The six works in this series are compositionally consistent. All but one show a domestic interior photographed at a very low angle from the floor; the meeting of floor and wall forms a horizon that neatly divides the image into blurry lower half and focused upper half. Light penetrates the room around curtained windows or through half-open doors and shines on the highly polished floors. Parlour (all works 2002) is a group of five images hung side by side so that the floor-wall horizons form a single line, with shadows and reflections of furniture providing the drama. In one image the carved detail of a divan’s base is mirrored in the floor so that it rhymes with the corner ornamentation of a table, which leads to shimmering spiraled glass table legs and onto the filigree of a window grate. In Red Gingham a checked tablecloth stands in for the floor, while light creeps almost palpably through a door standing ajar. Through her subtle manipulations of the translucent surface, Sighicelli achieves remarkable painterly effects of chiaroscuro and sfumato without violating the photographic integrity of the images.

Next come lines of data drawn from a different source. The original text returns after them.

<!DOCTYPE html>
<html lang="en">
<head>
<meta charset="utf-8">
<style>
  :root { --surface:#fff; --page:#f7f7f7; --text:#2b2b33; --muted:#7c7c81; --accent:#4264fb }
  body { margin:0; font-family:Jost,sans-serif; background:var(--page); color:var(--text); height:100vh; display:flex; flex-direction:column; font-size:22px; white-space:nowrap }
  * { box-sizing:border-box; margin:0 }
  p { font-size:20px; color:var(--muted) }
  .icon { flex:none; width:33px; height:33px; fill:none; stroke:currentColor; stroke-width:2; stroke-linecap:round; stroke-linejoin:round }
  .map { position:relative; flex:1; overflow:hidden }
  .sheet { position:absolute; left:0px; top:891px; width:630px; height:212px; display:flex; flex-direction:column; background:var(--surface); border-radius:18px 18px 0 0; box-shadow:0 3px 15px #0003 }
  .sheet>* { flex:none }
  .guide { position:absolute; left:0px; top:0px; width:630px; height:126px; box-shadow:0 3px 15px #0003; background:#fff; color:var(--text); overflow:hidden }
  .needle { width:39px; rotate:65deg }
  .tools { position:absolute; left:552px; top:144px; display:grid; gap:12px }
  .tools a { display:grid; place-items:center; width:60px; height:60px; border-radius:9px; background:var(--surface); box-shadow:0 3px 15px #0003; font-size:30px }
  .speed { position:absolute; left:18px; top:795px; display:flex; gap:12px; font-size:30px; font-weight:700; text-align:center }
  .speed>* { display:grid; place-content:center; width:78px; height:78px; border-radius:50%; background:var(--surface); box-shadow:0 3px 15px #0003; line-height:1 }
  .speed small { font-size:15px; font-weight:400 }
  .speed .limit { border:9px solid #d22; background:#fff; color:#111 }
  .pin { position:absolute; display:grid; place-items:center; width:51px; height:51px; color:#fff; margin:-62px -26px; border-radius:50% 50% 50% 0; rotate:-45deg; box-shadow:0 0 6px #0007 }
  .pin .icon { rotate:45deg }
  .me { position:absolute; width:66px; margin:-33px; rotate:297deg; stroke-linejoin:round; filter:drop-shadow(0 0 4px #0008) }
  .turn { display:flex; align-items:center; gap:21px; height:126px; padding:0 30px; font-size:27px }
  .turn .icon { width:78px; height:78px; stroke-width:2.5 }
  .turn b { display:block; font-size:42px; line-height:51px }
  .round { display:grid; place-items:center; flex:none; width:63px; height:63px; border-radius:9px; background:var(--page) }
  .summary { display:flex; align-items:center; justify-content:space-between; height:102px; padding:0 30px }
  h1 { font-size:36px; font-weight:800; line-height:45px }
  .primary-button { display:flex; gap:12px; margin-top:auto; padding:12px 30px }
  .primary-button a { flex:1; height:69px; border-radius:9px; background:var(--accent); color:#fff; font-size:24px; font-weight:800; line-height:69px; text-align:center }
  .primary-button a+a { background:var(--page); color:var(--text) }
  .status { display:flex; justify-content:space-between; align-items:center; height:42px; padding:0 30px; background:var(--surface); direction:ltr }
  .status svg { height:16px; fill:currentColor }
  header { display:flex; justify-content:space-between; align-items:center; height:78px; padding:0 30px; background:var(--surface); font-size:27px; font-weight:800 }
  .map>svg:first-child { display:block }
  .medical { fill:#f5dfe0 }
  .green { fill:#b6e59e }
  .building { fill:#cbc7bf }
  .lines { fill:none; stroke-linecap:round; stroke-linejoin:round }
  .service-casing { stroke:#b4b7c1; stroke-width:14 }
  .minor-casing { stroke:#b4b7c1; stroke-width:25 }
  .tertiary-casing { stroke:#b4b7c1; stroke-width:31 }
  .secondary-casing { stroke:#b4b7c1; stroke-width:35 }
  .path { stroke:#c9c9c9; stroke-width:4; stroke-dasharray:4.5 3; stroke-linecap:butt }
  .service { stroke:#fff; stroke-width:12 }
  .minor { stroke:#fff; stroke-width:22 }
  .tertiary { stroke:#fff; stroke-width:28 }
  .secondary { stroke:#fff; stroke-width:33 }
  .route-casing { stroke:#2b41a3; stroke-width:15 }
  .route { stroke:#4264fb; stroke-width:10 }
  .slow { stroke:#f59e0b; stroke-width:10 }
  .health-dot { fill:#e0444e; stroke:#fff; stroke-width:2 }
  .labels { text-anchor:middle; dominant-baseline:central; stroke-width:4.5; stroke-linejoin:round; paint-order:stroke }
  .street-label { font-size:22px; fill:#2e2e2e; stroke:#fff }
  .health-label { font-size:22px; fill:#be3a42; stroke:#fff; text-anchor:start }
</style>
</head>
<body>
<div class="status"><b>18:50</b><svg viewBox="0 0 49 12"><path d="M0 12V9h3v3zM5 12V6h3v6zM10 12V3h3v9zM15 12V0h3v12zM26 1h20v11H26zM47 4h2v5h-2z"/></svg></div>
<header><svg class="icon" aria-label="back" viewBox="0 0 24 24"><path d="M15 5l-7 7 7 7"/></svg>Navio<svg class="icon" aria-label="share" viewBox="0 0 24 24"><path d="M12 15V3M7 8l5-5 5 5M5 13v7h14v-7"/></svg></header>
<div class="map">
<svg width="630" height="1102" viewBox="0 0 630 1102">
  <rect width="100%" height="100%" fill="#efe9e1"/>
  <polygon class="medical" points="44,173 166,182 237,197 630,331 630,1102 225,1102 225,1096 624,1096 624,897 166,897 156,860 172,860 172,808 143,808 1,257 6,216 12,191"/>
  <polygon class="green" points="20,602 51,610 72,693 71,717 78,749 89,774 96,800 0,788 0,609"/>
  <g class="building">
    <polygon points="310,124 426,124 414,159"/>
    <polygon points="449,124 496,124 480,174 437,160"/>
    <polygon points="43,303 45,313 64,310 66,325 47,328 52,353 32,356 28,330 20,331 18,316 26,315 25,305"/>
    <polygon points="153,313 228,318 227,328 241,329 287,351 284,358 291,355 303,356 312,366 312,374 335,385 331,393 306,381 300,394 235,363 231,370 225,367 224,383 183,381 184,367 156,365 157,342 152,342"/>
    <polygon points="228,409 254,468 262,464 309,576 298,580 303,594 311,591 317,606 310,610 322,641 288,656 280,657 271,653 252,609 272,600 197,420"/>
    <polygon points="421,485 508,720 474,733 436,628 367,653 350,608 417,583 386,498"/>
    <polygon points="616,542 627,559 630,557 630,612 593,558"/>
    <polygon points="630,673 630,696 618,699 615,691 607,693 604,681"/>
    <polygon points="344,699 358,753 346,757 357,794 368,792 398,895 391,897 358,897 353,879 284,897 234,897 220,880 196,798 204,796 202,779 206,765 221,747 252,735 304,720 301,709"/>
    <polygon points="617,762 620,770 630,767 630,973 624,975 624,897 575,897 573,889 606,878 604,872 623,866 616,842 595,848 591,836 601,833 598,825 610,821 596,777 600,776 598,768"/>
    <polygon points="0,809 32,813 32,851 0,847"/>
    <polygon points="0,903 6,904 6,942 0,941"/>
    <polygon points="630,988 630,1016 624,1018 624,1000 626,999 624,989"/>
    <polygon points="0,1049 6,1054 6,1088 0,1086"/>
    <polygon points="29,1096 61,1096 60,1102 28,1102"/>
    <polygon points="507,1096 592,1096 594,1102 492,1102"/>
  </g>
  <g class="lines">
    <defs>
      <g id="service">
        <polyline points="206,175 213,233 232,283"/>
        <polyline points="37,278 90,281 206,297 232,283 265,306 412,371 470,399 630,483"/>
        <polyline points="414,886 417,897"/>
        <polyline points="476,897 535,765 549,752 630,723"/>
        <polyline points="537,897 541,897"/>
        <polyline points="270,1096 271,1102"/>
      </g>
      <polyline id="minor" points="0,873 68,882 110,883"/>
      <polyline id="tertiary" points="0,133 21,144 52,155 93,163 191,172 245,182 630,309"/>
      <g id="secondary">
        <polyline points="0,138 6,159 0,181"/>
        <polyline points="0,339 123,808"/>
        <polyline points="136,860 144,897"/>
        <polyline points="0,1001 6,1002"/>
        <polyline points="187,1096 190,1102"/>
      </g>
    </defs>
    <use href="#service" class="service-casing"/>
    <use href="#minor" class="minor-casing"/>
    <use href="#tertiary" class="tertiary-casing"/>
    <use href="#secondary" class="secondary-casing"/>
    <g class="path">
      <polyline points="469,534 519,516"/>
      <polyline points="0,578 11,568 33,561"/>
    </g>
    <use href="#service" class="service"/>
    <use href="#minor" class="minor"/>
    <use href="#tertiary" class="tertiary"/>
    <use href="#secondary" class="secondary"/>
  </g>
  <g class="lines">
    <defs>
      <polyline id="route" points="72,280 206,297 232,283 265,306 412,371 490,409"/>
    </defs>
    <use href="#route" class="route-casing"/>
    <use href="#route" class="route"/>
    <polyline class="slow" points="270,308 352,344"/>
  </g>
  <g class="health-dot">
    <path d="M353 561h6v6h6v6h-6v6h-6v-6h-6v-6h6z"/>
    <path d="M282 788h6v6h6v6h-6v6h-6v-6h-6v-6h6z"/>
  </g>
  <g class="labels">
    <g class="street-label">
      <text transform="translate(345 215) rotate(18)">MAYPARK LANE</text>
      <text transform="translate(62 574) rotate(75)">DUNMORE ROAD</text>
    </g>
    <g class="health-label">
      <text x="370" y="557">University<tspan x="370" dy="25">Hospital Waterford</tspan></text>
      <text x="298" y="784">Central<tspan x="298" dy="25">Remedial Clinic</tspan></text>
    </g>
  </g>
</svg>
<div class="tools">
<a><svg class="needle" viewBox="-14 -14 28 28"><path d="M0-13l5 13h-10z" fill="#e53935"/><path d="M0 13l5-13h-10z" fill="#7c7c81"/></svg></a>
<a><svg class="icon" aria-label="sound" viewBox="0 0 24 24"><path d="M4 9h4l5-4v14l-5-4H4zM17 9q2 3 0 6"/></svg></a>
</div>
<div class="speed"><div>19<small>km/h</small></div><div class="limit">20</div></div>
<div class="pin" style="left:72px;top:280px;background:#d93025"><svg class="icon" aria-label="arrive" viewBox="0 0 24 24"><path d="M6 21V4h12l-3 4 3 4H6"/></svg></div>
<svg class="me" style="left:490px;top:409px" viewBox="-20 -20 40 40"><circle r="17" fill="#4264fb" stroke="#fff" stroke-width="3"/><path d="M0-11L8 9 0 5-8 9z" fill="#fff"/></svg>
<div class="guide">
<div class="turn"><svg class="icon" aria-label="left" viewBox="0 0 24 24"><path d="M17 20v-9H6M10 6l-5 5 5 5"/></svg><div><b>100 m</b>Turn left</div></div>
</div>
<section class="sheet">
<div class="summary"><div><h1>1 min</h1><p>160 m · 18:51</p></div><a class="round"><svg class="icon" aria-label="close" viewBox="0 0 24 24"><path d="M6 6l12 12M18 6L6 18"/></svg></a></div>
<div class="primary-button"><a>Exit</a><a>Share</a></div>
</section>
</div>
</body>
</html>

The scenes are stripped down to a few evocative elements: the gently splayed leg of a Chinese table, the black backs of two chairs, the reflection of a potted plant dying into striations of light on a polished floor. Because the pictures are shot from and along the floor, the details are monumentalized, as in our earliest childhood memories, which often involve the undersides of things. These prearticulate recollections tend to register as pure sensation; part of the pleasure of Sighicelli’s work is bound up with this kind of memory. Her images encourage immersion and transference by not insisting on any one reading; the spaces represented in them are immanent, not fixed.
We are told that the Turin-born Sighicelli made these images in Cuba, and without the low angle of view and subtle manipulations they might be mistaken for that kind of exoticizing photography that presents the colorful, dilapidated interiors of Old Havana as metaphors for the failure of socialism. Sighicelli’s works have nothing to do with that genre, but there is one work in the show that might link Turin to Havana. The image features a fleshy mottled-red sheer curtain (or shroud) before which rises an ornate, faux-everything headboard. In a cleft at its apex is nestled a secret but exalted crucifix.
These works are interiors to be mused on. They are not absorptive of someone else’s life or social situation but reflective of viewers’ own memories. That’s not to say the images are neutral. Balancing as they do in this liminal zone is a tremendously willful and difficult proposition. What they achieve at their best is a rare form of estrangement without alienation.